Large employers across the country will soon have to their verify workers are either vaccinated against COVID or get tested weekly, with Minnesota now tasked with crafting a federally approved enforcement plan.
The White House Thursday said its new pandemic requirements, announced in September, will take effect Jan. 4, 2022. Come that date, every company in the U.S. with 100 or more employees will have to:
- Require its workers get vaccinated against COVID or submit to regular, weekly testing.
- Provide time off for those employees to get vaccinated.
- Mandate unvaccinated workers wear a mask while in the workplace.
The White House has said these new rules will cover about 84 million employees, with President Joe Biden in a statement saying: "The virus will not go away by itself, or because we wish it away: we have to act. Vaccination is the single best pathway out of this pandemic. And while I would have much preferred that requirements not become necessary, too many people remain unvaccinated for us to get out of this pandemic for good."
The virus continues to be widespread across the country, with CDC figures showing an average of 1,292 newly reported COVID deaths every day over the past month, accounting for 40,062 lost lives during that timeframe.
Minnesota OSHA, which is part of the state's Department of Labor and Industry, said Thursday it had received the federal emergency temporary standard, and is in the process of reviewing the new rule. The state has 15 days to tell OSHA about the actions it plans to take, and then another 30 days to officially adopt its own emergency temporary standard. The state's emergency temporary standard must be at least as strong as the federal policy when it comes to "enforcing safe and healthful working conditions," Minnesota OSHA said.
Large employers have to get moving much quicker. While the testing requirement won't begin until Jan. 4, large businesses have until Dec. 5 to meet the other requirements, such as mandating unvaccinated individuals wear a mask while in the workplace and providing paid time off for vaccinations, the White House said.
The standard will also apply Minnesota school districts with 100 or more employees.
Workers will be able to apply for an exemption related to a disability, medical condition or "sincerely held" religious belief. Companies that don't comply with the new rules will face financial penalties.
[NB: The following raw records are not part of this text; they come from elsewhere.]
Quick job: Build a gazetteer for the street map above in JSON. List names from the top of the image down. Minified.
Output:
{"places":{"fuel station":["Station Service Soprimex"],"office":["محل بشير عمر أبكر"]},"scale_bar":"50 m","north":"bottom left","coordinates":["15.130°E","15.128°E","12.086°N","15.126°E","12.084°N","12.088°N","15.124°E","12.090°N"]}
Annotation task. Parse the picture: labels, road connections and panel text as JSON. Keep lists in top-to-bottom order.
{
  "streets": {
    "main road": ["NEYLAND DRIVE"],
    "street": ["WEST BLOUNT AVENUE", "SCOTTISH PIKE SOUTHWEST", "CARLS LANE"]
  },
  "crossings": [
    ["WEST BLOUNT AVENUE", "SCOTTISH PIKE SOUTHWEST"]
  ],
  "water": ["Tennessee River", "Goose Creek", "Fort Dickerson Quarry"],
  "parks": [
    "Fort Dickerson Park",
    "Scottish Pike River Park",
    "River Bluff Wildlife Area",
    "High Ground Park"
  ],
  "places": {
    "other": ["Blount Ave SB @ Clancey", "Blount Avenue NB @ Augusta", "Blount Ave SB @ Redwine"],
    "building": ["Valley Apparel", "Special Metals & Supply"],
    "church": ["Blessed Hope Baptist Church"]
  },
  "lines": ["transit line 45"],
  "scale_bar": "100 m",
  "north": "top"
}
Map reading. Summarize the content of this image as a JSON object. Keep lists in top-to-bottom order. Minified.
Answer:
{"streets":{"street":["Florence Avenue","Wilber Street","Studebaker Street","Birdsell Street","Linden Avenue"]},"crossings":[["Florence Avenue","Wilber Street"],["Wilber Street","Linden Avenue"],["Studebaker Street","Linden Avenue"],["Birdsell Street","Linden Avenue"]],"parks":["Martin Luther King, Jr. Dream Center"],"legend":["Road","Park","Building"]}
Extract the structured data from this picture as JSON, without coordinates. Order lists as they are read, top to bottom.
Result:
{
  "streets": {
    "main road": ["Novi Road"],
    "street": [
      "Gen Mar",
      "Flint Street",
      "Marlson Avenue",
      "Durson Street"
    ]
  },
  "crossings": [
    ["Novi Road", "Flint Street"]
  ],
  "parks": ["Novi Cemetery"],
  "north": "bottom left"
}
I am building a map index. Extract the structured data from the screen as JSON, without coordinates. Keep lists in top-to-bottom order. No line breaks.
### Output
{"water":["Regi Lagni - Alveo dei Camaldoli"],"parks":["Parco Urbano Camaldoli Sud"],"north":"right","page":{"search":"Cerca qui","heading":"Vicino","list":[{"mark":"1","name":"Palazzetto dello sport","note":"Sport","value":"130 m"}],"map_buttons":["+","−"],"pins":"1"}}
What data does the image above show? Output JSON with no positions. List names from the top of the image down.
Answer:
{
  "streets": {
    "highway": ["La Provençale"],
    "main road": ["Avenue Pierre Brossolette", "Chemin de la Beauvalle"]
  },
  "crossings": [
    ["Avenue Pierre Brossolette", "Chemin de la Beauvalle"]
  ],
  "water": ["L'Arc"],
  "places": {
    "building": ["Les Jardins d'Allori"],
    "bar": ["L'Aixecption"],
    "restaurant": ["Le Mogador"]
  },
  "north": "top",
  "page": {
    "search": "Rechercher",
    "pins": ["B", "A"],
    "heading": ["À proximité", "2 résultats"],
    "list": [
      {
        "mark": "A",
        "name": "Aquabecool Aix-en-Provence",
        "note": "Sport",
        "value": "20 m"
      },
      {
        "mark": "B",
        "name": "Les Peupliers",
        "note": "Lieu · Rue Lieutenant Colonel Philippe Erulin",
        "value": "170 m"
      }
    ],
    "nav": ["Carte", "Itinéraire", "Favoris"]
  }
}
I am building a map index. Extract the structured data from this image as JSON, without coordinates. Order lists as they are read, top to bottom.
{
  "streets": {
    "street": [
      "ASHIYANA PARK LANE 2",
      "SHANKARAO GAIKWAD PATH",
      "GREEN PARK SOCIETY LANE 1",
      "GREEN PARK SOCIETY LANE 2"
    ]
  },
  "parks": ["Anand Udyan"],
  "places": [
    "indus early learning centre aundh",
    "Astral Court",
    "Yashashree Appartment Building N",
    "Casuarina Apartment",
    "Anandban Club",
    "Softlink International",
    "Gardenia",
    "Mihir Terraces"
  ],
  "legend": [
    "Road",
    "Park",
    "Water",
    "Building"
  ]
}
In addition to the new vaccine and testing requirements for large employers, the federal government is requiring all workers at health facilities that take part in Medicare or Medicaid to be fully vaccinated by Jan. 4. There is no testing alternative for these workers.
Together, these rules will cover about two-thirds of the American workforce, the White House says.
Legal challenges are expected, with some critics lambasting the policy immediately after its announcement. That includes vaccine skeptic and Minnesota gubernatorial candidate Scott Jensen, who called for "civil disobedience" in response to the vaccination and testing rule.
Biden, in Thursday's statement, said work immunization requirements are "nothing new," nor is the adoption of workplace health and safety standards, saying while he "would have much preferred that requirements not become necessary, too many people remain unvaccinated for us to get out of this pandemic for good."
He continued: "There have been no 'mass firings' and worker shortages because of vaccination requirements. Despite what some predicted and falsely assert, vaccination requirements have broad public support."
A recent poll found about 5% of unvaccinated workers have left a job due to vaccine requirements, accounting for about 1% of all adults. Gallup earlier this fall found 56% of employees support COVID-related mandates, with 37% opposed.